*** Opening of Raw data ***

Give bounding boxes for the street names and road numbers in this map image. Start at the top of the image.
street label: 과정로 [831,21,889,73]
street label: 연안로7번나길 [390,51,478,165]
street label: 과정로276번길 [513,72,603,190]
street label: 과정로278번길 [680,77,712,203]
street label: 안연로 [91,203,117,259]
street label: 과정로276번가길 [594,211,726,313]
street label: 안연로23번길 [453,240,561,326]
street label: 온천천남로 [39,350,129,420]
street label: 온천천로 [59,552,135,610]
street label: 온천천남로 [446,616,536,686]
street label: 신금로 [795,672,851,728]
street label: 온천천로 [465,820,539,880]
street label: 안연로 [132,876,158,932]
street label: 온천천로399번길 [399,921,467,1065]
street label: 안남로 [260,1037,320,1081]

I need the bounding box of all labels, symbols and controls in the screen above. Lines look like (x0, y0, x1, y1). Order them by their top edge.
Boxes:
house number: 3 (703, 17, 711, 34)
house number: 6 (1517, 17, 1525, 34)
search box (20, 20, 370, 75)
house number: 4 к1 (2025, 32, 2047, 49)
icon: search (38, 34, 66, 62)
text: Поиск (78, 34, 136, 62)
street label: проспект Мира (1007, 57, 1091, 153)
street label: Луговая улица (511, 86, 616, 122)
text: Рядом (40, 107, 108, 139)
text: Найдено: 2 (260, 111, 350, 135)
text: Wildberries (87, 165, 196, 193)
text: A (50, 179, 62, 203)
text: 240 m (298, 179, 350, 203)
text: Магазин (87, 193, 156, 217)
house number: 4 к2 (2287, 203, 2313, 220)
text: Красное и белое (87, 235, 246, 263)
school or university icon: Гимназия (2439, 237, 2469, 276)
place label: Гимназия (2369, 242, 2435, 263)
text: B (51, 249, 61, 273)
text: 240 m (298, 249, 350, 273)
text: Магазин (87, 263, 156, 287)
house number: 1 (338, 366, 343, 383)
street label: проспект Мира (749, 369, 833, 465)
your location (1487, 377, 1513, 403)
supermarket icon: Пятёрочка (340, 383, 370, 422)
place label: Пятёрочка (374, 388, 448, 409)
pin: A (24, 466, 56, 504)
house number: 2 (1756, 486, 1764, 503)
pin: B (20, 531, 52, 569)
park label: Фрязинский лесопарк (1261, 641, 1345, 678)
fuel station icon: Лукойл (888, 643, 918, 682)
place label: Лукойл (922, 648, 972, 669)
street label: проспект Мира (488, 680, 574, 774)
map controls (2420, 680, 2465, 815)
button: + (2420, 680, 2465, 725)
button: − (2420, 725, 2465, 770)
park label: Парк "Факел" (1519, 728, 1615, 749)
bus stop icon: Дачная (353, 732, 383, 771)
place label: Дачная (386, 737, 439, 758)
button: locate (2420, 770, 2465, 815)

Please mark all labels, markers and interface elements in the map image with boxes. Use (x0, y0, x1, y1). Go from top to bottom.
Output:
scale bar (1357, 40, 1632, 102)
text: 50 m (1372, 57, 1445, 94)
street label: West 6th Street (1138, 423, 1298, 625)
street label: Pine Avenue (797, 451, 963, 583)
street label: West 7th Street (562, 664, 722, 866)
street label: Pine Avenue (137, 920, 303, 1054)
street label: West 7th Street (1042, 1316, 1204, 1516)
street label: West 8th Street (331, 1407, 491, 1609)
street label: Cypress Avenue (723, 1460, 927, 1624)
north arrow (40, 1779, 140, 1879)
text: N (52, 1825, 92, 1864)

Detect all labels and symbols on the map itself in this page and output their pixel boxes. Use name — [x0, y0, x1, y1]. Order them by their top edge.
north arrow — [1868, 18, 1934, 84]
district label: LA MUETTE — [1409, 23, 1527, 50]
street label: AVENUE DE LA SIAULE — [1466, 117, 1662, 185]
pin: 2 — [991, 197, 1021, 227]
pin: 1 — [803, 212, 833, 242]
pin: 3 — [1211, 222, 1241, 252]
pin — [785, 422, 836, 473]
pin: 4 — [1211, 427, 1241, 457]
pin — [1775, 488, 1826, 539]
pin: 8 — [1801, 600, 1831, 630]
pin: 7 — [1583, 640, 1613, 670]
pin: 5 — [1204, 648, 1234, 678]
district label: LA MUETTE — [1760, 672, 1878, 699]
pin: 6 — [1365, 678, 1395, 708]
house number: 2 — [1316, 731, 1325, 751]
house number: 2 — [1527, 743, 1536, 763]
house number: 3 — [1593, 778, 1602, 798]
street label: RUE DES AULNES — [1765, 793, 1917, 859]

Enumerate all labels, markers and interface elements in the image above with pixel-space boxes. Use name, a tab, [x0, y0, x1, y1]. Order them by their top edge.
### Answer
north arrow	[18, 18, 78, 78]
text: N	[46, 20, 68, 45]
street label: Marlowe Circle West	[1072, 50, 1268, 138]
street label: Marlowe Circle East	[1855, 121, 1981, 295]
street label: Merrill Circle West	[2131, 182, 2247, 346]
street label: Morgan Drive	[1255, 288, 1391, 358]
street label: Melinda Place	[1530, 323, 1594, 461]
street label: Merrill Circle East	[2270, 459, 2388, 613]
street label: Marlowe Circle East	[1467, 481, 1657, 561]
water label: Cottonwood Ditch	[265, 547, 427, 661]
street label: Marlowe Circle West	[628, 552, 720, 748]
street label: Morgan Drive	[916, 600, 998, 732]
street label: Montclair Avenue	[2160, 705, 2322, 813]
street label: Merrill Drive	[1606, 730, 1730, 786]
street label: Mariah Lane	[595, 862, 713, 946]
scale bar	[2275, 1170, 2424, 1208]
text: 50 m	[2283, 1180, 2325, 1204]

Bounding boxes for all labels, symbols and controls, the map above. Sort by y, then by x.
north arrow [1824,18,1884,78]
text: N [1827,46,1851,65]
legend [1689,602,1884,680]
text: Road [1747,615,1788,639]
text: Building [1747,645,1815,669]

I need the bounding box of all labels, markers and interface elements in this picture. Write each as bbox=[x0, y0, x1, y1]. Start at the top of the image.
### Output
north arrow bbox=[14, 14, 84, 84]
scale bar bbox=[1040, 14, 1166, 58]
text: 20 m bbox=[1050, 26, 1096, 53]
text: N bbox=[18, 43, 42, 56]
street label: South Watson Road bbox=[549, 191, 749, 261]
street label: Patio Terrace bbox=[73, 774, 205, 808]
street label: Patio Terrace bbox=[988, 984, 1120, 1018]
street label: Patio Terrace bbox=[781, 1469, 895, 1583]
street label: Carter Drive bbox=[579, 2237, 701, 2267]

*** Close of Raw data ***

Task brief:
In the records, count every line that includes "need" and give the count alone.

Result for this task:
2